**Assignment**
Output all of the records exactly as written.

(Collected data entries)
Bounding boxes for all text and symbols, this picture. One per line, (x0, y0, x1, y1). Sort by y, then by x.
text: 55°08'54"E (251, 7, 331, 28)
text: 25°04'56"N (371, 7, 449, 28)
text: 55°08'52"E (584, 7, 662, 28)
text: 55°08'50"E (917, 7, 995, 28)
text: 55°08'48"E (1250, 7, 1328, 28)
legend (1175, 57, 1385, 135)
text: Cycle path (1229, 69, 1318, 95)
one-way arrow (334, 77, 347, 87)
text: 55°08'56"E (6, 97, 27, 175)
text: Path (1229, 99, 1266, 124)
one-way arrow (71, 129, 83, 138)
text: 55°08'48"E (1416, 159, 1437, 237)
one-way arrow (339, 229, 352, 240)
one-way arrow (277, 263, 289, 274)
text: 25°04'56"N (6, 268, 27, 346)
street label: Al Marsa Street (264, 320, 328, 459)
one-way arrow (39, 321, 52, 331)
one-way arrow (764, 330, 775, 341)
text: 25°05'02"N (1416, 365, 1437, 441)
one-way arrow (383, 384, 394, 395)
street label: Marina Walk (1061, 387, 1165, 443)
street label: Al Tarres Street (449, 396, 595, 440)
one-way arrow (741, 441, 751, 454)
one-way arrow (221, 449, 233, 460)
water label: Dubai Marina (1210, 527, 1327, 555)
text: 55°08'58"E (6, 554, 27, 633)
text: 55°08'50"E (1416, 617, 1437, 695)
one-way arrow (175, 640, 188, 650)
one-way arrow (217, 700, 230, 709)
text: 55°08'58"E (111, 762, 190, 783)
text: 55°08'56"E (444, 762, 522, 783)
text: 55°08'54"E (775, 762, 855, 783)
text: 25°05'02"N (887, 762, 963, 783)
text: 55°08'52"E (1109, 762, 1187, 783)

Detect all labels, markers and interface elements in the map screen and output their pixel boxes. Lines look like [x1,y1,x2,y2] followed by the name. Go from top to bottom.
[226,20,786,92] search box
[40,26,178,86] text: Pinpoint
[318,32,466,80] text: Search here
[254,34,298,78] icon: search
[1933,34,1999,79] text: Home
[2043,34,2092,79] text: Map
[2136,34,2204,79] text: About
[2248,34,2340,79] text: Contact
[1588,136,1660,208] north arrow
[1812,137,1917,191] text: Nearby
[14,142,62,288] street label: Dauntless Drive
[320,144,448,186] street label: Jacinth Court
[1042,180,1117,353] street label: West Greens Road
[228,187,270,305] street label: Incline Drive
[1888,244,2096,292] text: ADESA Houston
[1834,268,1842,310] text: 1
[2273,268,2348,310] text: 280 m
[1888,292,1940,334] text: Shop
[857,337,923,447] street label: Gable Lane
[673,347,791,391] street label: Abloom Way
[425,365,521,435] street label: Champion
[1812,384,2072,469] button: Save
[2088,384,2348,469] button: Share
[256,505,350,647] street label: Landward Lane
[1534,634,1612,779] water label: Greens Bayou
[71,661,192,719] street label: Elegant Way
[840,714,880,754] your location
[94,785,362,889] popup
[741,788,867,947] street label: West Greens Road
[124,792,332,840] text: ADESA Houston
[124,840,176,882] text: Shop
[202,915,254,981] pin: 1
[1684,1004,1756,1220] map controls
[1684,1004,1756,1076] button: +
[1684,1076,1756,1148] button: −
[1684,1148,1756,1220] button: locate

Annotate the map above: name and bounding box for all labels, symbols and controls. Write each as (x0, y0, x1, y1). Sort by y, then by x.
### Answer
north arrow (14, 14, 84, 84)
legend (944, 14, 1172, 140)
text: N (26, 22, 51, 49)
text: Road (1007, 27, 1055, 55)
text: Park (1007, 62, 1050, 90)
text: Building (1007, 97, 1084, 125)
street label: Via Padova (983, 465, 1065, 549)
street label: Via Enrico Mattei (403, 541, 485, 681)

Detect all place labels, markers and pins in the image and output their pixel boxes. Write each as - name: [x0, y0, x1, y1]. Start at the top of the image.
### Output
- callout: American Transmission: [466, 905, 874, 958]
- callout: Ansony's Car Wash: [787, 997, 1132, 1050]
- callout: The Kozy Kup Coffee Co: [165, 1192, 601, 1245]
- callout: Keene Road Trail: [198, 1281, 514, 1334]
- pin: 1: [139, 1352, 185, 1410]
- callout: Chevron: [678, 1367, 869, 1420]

**Solution to this problem**
Bounding boxes for all text and symbols, this picture. One per line, (x0, y0, x1, y1). Sort by y, then by x.
text: 55°08'54"E (251, 7, 331, 28)
text: 25°04'56"N (371, 7, 449, 28)
text: 55°08'52"E (584, 7, 662, 28)
text: 55°08'50"E (917, 7, 995, 28)
text: 55°08'48"E (1250, 7, 1328, 28)
legend (1175, 57, 1385, 135)
text: Cycle path (1229, 69, 1318, 95)
one-way arrow (334, 77, 347, 87)
text: 55°08'56"E (6, 97, 27, 175)
text: Path (1229, 99, 1266, 124)
one-way arrow (71, 129, 83, 138)
text: 55°08'48"E (1416, 159, 1437, 237)
one-way arrow (339, 229, 352, 240)
one-way arrow (277, 263, 289, 274)
text: 25°04'56"N (6, 268, 27, 346)
street label: Al Marsa Street (264, 320, 328, 459)
one-way arrow (39, 321, 52, 331)
one-way arrow (764, 330, 775, 341)
text: 25°05'02"N (1416, 365, 1437, 441)
one-way arrow (383, 384, 394, 395)
street label: Marina Walk (1061, 387, 1165, 443)
street label: Al Tarres Street (449, 396, 595, 440)
one-way arrow (741, 441, 751, 454)
one-way arrow (221, 449, 233, 460)
water label: Dubai Marina (1210, 527, 1327, 555)
text: 55°08'58"E (6, 554, 27, 633)
text: 55°08'50"E (1416, 617, 1437, 695)
one-way arrow (175, 640, 188, 650)
one-way arrow (217, 700, 230, 709)
text: 55°08'58"E (111, 762, 190, 783)
text: 55°08'56"E (444, 762, 522, 783)
text: 55°08'54"E (775, 762, 855, 783)
text: 25°05'02"N (887, 762, 963, 783)
text: 55°08'52"E (1109, 762, 1187, 783)

Detect all labels, markers and interface elements in the map screen and output their pixel boxes. Lines look like [x1,y1,x2,y2] followed by the name. Go from top to bottom.
[226,20,786,92] search box
[40,26,178,86] text: Pinpoint
[318,32,466,80] text: Search here
[254,34,298,78] icon: search
[1933,34,1999,79] text: Home
[2043,34,2092,79] text: Map
[2136,34,2204,79] text: About
[2248,34,2340,79] text: Contact
[1588,136,1660,208] north arrow
[1812,137,1917,191] text: Nearby
[14,142,62,288] street label: Dauntless Drive
[320,144,448,186] street label: Jacinth Court
[1042,180,1117,353] street label: West Greens Road
[228,187,270,305] street label: Incline Drive
[1888,244,2096,292] text: ADESA Houston
[1834,268,1842,310] text: 1
[2273,268,2348,310] text: 280 m
[1888,292,1940,334] text: Shop
[857,337,923,447] street label: Gable Lane
[673,347,791,391] street label: Abloom Way
[425,365,521,435] street label: Champion
[1812,384,2072,469] button: Save
[2088,384,2348,469] button: Share
[256,505,350,647] street label: Landward Lane
[1534,634,1612,779] water label: Greens Bayou
[71,661,192,719] street label: Elegant Way
[840,714,880,754] your location
[94,785,362,889] popup
[741,788,867,947] street label: West Greens Road
[124,792,332,840] text: ADESA Houston
[124,840,176,882] text: Shop
[202,915,254,981] pin: 1
[1684,1004,1756,1220] map controls
[1684,1004,1756,1076] button: +
[1684,1076,1756,1148] button: −
[1684,1148,1756,1220] button: locate

Annotate the map above: name and bounding box for all labels, symbols and controls. Write each as (x0, y0, x1, y1). Sort by y, then by x.
### Answer
north arrow (14, 14, 84, 84)
legend (944, 14, 1172, 140)
text: N (26, 22, 51, 49)
text: Road (1007, 27, 1055, 55)
text: Park (1007, 62, 1050, 90)
text: Building (1007, 97, 1084, 125)
street label: Via Padova (983, 465, 1065, 549)
street label: Via Enrico Mattei (403, 541, 485, 681)

Detect all place labels, markers and pins in the image and output their pixel boxes. Write each as - name: [x0, y0, x1, y1]. Start at the top of the image.
### Output
- callout: American Transmission: [466, 905, 874, 958]
- callout: Ansony's Car Wash: [787, 997, 1132, 1050]
- callout: The Kozy Kup Coffee Co: [165, 1192, 601, 1245]
- callout: Keene Road Trail: [198, 1281, 514, 1334]
- pin: 1: [139, 1352, 185, 1410]
- callout: Chevron: [678, 1367, 869, 1420]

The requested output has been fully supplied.